ACTIVITY: Using the data beneath this instruction, retype only the lines from the one that contains "width:45px; height:45px; display:grid;" down to the one that contains "margin:0; padding:0; list-style:none", both included, exactly as they appear.

[Records from a data source]

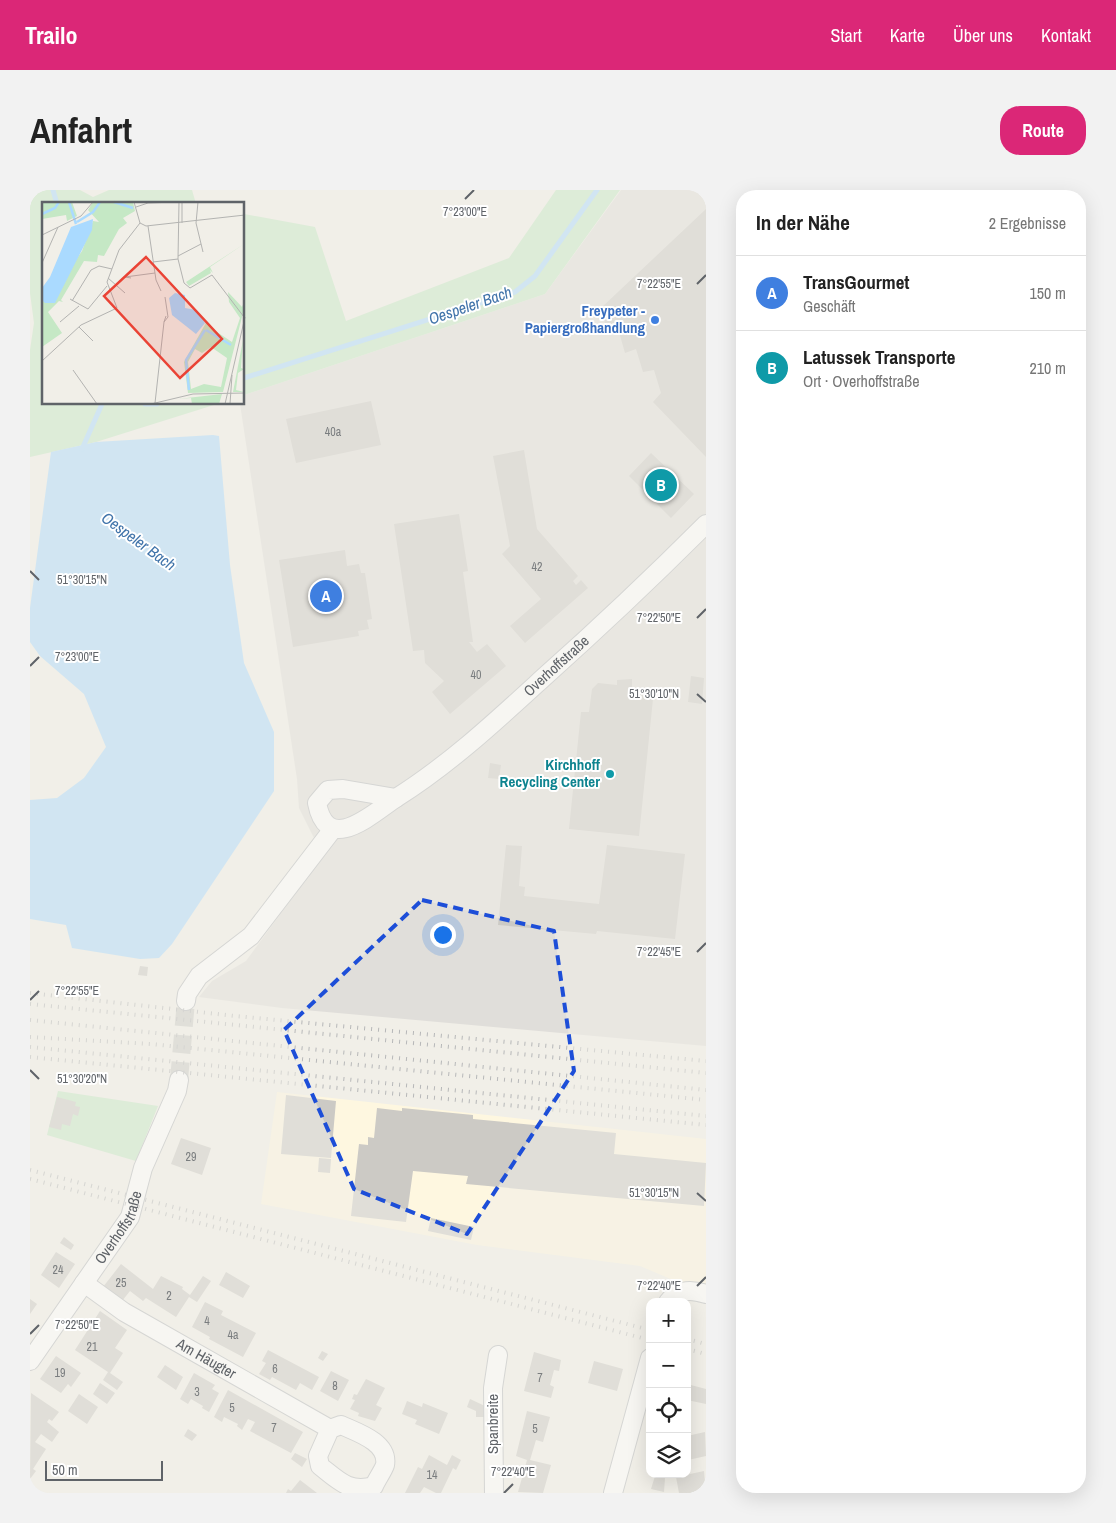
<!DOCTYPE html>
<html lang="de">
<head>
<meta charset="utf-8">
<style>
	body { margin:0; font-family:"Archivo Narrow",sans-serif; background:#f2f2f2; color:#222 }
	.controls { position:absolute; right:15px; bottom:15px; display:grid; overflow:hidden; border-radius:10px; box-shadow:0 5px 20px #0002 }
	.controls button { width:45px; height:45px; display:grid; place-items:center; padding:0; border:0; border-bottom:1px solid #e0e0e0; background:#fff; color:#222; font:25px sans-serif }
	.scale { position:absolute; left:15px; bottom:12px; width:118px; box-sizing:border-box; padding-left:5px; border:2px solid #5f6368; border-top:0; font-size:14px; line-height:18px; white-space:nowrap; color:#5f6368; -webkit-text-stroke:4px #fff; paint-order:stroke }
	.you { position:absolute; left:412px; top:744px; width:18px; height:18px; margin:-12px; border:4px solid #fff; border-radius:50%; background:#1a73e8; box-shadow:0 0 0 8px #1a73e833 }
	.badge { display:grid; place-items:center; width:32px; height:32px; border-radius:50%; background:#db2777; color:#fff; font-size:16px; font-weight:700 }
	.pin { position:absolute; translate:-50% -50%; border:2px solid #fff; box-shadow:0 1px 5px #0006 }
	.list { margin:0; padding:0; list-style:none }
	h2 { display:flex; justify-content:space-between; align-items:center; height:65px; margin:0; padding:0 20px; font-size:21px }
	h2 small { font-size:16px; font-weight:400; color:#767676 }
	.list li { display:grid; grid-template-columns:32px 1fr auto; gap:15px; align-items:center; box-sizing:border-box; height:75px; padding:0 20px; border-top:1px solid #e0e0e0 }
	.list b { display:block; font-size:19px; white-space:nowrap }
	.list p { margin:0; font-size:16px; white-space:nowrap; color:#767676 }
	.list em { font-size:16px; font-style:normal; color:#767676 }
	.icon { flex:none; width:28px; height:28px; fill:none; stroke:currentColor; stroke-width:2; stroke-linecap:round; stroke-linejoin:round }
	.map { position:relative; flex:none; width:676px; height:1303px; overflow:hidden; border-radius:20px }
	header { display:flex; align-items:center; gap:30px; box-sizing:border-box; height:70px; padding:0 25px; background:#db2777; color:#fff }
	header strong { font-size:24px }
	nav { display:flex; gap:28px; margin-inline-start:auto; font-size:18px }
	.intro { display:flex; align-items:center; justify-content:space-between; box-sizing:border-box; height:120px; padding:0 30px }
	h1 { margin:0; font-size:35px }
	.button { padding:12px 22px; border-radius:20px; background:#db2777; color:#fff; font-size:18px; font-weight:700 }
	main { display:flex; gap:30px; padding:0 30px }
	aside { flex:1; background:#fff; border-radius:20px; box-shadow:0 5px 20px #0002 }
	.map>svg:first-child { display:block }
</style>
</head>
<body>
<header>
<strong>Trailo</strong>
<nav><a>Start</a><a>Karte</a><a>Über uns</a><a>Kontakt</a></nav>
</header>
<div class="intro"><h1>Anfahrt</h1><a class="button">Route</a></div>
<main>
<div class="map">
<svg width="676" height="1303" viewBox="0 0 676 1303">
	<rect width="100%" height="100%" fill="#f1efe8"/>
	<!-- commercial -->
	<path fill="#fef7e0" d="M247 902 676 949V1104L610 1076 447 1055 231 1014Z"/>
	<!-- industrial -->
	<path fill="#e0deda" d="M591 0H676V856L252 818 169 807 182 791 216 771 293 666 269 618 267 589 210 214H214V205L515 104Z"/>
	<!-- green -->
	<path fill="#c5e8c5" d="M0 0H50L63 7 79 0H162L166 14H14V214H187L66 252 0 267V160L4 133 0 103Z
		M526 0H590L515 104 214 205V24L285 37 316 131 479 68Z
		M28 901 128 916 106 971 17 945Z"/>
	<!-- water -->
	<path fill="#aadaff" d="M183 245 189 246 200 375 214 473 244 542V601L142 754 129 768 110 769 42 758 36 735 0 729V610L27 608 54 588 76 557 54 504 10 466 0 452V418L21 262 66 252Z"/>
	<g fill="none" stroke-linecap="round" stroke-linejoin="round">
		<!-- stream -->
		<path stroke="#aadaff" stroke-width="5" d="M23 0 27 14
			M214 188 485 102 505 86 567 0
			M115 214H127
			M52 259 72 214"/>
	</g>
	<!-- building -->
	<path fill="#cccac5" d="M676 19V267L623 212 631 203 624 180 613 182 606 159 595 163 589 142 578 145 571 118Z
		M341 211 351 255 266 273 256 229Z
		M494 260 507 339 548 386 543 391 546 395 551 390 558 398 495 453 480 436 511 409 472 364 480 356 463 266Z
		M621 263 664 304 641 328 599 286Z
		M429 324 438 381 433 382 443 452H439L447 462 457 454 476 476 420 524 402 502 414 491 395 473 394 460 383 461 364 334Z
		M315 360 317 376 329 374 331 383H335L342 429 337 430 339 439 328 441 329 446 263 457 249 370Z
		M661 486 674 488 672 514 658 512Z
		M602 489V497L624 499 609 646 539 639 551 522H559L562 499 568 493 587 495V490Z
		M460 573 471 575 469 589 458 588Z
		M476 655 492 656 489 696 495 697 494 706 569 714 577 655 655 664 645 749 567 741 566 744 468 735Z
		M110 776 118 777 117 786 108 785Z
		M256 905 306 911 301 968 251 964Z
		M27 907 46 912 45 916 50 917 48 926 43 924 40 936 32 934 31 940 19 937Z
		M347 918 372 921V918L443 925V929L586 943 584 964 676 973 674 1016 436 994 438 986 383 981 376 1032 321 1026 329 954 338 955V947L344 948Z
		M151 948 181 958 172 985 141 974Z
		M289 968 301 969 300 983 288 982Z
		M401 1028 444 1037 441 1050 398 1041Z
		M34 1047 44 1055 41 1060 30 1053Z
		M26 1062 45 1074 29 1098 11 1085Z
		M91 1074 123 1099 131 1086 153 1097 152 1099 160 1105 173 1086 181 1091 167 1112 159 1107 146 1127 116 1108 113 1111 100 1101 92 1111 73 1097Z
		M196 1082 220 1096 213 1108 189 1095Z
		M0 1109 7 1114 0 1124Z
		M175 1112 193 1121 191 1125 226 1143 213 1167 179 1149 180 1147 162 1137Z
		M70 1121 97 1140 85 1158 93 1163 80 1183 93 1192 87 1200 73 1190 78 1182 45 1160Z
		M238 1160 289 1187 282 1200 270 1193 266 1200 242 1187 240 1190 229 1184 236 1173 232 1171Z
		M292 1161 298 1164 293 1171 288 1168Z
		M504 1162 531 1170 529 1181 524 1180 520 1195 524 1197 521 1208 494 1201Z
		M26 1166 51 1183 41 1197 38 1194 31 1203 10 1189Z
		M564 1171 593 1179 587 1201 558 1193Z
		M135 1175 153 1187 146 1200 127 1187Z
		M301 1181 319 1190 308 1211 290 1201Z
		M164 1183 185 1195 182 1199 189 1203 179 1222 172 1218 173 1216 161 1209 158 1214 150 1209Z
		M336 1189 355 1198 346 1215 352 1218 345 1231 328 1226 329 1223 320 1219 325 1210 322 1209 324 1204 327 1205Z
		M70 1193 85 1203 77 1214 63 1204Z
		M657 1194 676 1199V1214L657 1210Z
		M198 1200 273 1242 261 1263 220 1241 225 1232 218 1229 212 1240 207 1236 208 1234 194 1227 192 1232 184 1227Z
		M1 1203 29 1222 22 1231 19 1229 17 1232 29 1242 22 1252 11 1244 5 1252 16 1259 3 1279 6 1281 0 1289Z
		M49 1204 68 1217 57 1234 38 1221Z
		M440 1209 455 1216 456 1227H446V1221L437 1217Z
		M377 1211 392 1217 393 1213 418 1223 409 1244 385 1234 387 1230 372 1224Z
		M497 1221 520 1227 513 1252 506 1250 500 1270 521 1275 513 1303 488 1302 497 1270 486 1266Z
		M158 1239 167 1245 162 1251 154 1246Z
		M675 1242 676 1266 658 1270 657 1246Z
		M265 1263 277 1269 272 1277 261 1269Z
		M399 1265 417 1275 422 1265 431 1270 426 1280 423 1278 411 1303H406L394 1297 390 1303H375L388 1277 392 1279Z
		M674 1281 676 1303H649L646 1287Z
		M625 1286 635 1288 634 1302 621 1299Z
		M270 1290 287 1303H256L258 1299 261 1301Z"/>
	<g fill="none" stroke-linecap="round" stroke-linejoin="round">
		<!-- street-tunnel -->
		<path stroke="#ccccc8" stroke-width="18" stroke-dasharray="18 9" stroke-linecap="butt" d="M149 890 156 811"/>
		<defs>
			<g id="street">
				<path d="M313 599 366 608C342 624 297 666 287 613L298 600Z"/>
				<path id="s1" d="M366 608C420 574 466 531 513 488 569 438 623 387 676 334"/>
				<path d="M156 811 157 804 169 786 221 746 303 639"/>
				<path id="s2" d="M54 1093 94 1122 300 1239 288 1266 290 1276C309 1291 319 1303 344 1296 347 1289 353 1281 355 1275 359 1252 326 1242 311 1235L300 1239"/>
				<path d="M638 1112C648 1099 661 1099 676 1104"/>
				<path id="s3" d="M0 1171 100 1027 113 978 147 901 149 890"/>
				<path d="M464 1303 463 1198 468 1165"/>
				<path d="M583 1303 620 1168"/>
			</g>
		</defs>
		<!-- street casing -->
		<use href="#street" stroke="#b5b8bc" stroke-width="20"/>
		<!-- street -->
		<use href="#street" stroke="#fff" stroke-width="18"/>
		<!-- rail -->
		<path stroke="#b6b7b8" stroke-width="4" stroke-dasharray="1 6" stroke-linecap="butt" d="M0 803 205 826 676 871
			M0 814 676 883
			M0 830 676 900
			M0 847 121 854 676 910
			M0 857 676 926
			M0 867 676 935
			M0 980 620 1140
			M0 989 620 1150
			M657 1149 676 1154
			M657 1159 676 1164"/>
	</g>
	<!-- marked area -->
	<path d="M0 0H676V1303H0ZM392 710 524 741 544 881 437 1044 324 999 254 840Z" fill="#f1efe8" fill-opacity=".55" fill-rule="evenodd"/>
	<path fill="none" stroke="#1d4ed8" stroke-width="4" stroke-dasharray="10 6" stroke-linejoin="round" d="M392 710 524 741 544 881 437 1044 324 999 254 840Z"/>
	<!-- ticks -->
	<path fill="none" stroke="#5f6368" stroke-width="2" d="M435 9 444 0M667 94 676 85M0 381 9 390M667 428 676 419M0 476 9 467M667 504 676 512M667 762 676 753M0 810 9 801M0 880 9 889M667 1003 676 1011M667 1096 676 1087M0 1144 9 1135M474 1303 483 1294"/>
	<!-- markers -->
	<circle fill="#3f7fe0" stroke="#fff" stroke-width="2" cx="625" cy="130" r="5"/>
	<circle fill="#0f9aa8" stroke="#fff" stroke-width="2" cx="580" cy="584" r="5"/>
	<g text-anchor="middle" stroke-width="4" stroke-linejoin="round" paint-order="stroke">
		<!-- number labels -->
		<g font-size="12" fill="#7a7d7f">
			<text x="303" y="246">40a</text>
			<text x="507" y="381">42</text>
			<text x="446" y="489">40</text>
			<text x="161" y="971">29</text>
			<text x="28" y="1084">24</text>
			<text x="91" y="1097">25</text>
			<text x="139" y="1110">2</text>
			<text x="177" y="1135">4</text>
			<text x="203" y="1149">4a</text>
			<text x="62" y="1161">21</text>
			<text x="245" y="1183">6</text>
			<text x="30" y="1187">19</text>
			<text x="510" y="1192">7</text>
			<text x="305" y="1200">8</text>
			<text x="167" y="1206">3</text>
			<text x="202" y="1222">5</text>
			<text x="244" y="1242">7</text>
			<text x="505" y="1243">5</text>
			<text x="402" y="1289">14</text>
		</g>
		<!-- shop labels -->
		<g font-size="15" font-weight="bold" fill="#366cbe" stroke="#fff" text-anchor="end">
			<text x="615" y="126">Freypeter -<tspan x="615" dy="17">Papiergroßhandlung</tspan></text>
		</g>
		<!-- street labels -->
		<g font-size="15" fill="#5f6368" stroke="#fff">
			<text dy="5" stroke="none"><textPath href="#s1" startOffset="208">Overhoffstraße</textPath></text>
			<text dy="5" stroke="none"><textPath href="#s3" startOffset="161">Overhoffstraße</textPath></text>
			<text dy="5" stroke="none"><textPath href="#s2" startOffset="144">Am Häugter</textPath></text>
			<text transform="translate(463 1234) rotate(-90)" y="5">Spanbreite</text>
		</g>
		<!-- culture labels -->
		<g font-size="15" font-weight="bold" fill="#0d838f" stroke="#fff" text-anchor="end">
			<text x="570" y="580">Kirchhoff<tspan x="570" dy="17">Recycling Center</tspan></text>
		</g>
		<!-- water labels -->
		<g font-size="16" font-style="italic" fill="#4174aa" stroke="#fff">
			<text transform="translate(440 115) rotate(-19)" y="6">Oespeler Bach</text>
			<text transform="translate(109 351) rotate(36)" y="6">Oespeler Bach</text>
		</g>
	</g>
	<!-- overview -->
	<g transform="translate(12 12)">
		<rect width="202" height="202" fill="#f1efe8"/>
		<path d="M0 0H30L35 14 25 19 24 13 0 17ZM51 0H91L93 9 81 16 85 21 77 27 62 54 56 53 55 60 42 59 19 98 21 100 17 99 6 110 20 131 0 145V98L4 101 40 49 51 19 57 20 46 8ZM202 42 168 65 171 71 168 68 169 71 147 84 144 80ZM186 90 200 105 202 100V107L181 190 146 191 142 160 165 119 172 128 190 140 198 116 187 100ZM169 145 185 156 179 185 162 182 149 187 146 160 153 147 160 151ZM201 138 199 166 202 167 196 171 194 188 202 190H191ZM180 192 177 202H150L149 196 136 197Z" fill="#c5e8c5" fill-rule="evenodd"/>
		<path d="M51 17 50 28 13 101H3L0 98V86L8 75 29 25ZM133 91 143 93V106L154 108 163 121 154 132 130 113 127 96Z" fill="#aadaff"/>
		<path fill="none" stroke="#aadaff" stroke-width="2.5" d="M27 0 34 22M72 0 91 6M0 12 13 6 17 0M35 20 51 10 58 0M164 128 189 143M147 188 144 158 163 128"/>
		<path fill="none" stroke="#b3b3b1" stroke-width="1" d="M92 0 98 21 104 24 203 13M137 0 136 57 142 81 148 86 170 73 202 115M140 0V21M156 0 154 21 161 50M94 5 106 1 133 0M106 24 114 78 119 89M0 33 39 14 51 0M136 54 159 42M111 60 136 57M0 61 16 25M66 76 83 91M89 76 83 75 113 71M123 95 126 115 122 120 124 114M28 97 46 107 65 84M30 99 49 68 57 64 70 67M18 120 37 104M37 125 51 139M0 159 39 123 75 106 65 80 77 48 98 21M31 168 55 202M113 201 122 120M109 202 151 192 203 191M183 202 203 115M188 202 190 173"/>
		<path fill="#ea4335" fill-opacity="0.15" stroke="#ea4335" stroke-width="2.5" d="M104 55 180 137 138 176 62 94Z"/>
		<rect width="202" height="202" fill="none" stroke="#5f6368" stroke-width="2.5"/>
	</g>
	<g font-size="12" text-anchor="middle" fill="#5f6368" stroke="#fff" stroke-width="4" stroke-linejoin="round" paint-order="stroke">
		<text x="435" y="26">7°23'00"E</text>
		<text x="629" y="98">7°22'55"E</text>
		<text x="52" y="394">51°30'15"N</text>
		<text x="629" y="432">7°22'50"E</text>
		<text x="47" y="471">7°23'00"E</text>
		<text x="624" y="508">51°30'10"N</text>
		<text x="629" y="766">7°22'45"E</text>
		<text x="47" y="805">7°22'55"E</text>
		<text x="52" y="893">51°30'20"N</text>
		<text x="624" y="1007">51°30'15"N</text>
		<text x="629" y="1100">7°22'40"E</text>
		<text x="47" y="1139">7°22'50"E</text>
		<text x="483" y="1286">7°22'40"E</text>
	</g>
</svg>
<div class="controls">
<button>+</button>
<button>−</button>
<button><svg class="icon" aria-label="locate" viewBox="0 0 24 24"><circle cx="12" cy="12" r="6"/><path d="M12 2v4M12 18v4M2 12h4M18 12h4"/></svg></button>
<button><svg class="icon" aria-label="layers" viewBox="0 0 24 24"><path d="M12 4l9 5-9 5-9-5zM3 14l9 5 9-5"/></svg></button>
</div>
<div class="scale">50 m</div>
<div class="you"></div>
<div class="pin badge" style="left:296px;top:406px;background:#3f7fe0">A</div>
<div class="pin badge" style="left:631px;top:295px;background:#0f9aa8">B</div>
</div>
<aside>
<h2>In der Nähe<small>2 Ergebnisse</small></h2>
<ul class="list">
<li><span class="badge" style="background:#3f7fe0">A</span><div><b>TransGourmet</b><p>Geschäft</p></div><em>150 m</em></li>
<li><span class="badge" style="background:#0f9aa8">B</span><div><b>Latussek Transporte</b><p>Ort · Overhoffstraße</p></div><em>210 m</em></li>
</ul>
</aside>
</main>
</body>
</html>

EXERCISE SOLUTION:
	.controls button { width:45px; height:45px; display:grid; place-items:center; padding:0; border:0; border-bottom:1px solid #e0e0e0; background:#fff; color:#222; font:25px sans-serif }
	.scale { position:absolute; left:15px; bottom:12px; width:118px; box-sizing:border-box; padding-left:5px; border:2px solid #5f6368; border-top:0; font-size:14px; line-height:18px; white-space:nowrap; color:#5f6368; -webkit-text-stroke:4px #fff; paint-order:stroke }
	.you { position:absolute; left:412px; top:744px; width:18px; height:18px; margin:-12px; border:4px solid #fff; border-radius:50%; background:#1a73e8; box-shadow:0 0 0 8px #1a73e833 }
	.badge { display:grid; place-items:center; width:32px; height:32px; border-radius:50%; background:#db2777; color:#fff; font-size:16px; font-weight:700 }
	.pin { position:absolute; translate:-50% -50%; border:2px solid #fff; box-shadow:0 1px 5px #0006 }
	.list { margin:0; padding:0; list-style:none }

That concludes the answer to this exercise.